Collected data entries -

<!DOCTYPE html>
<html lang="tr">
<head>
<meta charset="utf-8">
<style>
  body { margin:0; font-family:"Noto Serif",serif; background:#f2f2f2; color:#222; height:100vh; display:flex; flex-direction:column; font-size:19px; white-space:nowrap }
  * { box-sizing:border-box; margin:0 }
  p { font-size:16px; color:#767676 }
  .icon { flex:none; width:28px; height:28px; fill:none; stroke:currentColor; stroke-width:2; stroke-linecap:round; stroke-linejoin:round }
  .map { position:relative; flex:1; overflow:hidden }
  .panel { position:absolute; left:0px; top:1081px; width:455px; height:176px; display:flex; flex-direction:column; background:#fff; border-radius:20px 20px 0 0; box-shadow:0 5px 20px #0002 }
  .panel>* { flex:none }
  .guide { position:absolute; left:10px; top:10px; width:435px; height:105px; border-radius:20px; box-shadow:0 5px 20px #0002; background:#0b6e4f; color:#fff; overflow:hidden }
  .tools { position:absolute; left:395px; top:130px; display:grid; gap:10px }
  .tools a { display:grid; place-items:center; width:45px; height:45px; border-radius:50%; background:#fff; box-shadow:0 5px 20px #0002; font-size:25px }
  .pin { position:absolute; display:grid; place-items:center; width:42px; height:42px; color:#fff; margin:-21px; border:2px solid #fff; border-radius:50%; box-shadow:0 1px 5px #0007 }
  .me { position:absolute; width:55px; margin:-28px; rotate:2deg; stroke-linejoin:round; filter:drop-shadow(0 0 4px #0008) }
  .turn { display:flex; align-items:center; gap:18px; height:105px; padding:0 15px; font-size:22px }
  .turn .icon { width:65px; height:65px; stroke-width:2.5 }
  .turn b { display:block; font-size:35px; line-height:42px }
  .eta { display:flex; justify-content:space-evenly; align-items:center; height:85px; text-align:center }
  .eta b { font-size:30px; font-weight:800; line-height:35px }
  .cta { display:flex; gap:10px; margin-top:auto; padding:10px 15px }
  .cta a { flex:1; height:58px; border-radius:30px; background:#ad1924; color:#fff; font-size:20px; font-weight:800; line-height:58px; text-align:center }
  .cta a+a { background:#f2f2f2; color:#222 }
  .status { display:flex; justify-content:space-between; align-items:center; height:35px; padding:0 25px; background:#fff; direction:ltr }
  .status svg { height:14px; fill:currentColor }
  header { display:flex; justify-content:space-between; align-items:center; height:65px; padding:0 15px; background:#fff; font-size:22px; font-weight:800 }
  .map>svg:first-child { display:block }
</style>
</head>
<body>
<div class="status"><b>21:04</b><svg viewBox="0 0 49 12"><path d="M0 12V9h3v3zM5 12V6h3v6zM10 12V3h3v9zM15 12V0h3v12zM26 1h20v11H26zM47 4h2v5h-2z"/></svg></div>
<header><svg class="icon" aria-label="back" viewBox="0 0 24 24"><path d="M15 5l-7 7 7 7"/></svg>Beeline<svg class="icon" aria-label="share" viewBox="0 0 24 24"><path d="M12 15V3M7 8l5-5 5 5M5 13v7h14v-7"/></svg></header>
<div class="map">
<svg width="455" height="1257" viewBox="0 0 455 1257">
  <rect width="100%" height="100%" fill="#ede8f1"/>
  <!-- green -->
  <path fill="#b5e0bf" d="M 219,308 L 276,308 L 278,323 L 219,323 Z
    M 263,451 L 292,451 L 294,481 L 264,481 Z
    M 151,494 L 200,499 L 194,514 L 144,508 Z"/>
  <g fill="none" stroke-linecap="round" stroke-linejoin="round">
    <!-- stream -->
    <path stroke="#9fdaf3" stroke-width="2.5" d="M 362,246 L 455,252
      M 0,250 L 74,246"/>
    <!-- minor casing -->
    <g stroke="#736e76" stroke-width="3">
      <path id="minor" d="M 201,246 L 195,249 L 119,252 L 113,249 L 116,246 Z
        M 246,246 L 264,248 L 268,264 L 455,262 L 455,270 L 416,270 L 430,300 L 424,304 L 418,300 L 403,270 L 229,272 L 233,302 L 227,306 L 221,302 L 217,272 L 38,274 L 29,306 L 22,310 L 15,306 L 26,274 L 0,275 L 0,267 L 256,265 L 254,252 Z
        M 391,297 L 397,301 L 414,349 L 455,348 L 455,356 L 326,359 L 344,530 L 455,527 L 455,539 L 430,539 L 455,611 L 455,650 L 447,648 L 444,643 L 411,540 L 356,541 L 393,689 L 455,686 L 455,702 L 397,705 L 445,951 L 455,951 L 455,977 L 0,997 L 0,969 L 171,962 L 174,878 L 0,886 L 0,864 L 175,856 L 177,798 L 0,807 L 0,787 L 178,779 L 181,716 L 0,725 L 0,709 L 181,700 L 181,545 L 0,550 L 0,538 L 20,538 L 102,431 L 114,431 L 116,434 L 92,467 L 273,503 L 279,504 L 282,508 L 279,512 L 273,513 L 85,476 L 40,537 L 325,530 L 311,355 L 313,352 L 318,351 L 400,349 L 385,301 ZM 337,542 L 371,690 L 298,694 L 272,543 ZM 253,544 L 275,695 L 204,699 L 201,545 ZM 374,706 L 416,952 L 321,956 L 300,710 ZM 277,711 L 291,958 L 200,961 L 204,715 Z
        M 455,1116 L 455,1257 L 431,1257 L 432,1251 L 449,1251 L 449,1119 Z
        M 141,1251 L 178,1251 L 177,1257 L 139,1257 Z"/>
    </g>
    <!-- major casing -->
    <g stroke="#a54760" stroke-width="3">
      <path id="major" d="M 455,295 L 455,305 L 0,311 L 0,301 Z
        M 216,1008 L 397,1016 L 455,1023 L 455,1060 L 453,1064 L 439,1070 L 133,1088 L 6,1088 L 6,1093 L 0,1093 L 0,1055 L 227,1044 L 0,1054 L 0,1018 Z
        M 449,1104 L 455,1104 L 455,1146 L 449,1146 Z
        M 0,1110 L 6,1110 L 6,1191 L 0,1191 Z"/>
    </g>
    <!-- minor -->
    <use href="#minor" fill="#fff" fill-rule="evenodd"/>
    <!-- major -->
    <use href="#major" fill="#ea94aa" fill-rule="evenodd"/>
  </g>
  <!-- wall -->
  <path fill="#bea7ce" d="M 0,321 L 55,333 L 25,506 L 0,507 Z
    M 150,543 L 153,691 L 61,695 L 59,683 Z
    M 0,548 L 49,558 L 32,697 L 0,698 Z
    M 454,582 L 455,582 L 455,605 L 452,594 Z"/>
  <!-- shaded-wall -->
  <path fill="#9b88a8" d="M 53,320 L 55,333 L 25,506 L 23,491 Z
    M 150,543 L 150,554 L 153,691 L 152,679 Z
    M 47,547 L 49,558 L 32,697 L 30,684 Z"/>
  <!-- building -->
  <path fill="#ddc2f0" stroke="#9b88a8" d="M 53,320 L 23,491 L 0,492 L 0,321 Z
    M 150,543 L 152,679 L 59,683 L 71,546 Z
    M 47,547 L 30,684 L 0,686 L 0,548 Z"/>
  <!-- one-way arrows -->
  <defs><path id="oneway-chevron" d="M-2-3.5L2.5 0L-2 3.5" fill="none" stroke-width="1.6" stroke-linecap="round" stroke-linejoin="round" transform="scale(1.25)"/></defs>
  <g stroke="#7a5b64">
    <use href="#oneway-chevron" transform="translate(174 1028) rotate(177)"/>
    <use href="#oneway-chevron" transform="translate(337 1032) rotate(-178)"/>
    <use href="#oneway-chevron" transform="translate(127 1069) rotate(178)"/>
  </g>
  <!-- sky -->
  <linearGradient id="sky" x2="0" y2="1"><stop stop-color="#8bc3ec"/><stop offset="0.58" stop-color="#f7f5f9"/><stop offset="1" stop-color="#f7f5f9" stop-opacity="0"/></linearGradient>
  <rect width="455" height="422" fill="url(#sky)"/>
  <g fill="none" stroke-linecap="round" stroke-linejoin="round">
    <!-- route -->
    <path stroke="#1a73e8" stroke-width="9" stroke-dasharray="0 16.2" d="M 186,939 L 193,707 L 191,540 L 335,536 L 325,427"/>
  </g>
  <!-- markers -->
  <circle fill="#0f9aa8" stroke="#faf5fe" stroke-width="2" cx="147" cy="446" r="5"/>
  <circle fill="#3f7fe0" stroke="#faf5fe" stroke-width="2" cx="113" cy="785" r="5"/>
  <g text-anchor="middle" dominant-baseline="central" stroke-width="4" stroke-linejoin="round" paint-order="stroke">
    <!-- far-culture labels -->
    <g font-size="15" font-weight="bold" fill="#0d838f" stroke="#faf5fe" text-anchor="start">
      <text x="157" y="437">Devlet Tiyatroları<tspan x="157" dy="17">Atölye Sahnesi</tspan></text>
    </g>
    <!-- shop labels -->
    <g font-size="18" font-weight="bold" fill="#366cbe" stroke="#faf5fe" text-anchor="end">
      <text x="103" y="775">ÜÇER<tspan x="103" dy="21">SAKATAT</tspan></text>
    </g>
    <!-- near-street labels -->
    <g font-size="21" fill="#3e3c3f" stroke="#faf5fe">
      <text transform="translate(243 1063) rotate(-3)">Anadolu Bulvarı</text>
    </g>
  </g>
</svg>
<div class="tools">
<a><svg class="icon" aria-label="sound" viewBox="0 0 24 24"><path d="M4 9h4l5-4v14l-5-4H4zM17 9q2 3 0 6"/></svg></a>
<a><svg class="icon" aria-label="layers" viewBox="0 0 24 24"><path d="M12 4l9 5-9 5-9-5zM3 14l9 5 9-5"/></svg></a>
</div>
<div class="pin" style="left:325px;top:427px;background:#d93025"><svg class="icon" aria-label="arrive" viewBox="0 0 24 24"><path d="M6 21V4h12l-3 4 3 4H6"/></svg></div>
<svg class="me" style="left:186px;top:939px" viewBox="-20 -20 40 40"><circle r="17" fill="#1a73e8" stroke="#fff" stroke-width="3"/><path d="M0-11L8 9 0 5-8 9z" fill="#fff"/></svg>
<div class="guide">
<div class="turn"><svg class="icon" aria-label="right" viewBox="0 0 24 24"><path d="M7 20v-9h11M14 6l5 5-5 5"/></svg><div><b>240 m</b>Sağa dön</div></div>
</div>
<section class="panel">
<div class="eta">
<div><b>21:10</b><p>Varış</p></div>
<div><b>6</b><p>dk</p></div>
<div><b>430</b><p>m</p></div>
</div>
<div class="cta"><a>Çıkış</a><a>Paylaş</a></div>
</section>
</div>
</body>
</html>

TRY IT -
Could you set down, exactly as written, the lines above between the one holding "L 219,323 Z" and the one holding "L 116,246 Z", inclusive, and nothing more?

EXPECTED ANSWER -
  <path fill="#b5e0bf" d="M 219,308 L 276,308 L 278,323 L 219,323 Z
    M 263,451 L 292,451 L 294,481 L 264,481 Z
    M 151,494 L 200,499 L 194,514 L 144,508 Z"/>
  <g fill="none" stroke-linecap="round" stroke-linejoin="round">
    <!-- stream -->
    <path stroke="#9fdaf3" stroke-width="2.5" d="M 362,246 L 455,252
      M 0,250 L 74,246"/>
    <!-- minor casing -->
    <g stroke="#736e76" stroke-width="3">
      <path id="minor" d="M 201,246 L 195,249 L 119,252 L 113,249 L 116,246 Z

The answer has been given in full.